(Saved entries)
▶

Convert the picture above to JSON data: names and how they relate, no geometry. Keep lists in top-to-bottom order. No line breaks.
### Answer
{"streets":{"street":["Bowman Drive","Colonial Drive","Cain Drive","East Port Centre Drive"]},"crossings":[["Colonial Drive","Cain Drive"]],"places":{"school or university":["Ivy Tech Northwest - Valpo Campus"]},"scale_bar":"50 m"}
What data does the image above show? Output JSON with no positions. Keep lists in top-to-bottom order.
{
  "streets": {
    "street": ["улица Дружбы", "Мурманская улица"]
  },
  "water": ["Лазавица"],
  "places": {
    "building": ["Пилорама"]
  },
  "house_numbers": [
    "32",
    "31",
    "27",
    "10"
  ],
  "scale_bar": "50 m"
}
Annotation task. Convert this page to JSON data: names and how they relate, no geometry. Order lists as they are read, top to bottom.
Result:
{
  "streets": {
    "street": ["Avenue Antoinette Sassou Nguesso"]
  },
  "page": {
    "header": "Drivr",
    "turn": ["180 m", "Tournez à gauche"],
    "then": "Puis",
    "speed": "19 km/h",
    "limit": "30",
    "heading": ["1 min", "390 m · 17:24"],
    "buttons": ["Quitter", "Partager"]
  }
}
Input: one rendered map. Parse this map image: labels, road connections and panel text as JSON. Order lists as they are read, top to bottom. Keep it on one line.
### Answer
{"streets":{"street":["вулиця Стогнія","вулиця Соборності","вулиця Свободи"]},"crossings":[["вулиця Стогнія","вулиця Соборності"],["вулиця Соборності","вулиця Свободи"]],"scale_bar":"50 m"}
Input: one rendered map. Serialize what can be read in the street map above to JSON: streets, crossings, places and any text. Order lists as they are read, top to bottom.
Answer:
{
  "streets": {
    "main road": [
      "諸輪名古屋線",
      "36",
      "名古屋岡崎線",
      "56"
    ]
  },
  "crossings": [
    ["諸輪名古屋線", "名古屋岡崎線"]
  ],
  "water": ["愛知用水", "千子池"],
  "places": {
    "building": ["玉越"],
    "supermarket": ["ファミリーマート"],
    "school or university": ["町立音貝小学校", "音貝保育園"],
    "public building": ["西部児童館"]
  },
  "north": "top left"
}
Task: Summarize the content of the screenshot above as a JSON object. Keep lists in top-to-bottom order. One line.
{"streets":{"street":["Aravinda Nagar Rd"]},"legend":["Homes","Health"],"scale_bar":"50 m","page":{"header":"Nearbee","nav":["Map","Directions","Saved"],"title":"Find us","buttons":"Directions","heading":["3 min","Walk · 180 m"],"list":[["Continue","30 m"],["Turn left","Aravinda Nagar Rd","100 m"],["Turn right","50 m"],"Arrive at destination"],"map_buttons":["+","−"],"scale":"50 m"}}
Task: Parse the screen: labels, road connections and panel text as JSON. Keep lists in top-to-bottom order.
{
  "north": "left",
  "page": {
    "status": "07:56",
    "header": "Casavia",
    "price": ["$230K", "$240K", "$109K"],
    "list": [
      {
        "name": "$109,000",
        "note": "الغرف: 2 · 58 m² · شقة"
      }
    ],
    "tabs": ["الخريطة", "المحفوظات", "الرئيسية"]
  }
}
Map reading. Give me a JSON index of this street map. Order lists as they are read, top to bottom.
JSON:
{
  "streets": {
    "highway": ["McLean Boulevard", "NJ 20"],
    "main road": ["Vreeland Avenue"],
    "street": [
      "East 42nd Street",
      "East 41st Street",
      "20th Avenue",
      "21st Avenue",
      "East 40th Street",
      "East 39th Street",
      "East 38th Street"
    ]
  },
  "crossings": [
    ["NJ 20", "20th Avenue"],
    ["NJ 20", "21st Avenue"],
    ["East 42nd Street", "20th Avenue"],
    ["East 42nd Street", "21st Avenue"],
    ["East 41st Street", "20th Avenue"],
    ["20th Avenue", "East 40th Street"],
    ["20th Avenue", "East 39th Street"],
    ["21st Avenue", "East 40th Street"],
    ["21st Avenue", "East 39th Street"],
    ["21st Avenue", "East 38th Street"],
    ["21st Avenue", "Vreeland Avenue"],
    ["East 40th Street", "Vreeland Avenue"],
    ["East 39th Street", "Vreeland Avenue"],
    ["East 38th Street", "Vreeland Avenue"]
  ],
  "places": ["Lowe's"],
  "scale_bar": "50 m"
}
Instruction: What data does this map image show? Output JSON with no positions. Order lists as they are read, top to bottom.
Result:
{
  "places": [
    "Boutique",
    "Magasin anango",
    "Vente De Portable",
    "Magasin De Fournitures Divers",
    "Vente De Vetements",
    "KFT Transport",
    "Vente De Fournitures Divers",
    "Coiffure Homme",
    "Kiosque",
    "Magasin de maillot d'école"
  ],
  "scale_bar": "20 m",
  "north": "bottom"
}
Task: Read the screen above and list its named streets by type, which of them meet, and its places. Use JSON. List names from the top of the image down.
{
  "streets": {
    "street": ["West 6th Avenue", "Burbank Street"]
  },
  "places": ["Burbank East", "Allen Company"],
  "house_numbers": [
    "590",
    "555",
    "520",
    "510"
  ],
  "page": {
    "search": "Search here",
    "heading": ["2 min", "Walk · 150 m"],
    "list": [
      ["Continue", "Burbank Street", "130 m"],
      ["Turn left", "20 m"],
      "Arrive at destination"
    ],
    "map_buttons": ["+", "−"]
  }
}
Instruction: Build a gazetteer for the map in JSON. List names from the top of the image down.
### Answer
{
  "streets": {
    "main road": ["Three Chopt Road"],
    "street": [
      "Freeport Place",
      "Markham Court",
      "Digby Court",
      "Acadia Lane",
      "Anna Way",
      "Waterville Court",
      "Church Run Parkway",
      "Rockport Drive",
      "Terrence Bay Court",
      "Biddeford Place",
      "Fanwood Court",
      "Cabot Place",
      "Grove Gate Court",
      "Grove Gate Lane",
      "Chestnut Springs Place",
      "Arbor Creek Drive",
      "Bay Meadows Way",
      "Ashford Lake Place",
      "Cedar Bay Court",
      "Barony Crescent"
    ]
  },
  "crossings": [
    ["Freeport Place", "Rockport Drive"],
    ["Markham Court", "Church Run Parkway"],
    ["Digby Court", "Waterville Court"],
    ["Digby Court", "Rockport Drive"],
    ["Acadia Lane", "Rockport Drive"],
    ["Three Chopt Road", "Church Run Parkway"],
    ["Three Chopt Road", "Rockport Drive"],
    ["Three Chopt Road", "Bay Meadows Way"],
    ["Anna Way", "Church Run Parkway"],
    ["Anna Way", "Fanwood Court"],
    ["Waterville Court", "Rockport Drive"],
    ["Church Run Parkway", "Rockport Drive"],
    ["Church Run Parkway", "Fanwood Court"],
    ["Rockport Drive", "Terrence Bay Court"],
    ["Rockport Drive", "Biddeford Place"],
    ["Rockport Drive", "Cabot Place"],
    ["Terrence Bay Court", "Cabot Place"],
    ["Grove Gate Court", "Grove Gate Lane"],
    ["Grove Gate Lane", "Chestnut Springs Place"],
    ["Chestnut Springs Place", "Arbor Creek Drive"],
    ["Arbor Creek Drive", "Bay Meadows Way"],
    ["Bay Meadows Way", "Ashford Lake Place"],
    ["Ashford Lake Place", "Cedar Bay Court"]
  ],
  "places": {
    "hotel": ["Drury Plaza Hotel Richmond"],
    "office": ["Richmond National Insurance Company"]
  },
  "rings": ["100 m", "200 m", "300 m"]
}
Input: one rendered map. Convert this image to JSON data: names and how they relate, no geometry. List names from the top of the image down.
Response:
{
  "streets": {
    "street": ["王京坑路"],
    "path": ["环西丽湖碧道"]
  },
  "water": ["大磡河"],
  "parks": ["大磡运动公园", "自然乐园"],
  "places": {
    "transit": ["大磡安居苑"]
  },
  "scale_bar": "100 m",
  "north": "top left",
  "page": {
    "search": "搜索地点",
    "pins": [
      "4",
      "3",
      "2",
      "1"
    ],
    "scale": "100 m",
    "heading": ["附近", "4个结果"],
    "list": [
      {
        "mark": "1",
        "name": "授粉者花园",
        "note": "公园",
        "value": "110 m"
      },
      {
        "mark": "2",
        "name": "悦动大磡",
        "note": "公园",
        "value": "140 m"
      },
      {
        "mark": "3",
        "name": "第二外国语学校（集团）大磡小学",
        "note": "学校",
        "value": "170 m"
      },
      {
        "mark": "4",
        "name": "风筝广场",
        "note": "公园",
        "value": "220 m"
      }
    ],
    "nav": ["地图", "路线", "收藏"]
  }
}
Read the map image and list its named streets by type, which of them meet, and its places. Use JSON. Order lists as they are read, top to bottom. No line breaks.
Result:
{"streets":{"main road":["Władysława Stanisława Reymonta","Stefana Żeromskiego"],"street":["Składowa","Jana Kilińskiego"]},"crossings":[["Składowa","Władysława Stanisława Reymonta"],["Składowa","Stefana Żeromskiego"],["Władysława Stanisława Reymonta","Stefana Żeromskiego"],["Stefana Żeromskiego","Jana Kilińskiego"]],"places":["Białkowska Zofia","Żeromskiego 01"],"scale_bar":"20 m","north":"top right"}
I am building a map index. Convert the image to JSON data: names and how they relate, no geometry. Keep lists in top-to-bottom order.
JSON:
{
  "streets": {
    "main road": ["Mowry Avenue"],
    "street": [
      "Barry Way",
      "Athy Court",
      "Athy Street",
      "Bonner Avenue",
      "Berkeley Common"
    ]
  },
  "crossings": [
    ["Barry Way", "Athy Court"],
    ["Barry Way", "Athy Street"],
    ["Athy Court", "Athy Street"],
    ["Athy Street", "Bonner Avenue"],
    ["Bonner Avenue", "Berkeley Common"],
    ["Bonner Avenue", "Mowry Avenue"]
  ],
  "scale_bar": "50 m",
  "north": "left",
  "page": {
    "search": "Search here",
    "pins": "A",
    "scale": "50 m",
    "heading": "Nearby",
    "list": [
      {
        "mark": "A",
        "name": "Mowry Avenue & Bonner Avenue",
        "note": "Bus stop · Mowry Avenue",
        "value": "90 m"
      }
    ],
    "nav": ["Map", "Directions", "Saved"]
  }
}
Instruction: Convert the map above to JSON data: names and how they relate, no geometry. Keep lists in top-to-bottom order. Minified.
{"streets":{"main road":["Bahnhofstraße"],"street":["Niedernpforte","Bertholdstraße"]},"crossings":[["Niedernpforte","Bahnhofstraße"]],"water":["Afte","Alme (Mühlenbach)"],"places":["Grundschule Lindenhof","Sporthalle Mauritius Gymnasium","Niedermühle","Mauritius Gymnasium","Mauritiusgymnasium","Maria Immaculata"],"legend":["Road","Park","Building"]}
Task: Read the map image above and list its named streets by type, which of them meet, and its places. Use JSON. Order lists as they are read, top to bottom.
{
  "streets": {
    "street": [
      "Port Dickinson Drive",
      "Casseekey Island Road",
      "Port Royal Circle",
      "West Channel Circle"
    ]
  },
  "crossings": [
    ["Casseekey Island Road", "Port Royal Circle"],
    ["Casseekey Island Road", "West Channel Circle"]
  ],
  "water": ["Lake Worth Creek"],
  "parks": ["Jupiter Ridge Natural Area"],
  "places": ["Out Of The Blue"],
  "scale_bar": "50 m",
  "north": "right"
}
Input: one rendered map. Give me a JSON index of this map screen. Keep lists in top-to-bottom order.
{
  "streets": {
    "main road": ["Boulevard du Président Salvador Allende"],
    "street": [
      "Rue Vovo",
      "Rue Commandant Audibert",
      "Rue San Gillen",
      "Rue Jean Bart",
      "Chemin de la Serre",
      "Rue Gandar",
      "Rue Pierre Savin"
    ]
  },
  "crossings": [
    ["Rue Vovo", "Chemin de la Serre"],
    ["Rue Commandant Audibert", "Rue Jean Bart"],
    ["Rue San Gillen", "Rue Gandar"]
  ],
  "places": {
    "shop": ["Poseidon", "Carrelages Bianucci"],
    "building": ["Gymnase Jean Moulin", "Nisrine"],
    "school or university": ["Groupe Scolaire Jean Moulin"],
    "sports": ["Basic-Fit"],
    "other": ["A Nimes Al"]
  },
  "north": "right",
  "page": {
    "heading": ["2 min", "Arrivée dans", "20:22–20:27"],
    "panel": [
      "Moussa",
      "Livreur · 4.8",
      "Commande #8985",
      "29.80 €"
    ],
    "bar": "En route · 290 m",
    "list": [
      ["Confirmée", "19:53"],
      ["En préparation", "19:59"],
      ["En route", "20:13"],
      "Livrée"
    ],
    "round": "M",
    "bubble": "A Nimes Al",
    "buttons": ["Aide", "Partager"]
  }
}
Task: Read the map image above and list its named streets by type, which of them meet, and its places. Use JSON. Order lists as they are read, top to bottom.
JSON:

◀

_Action item_. Could you say how many lines in the data above contain "breaks"? Reply with the number alone.

_Response area_. 2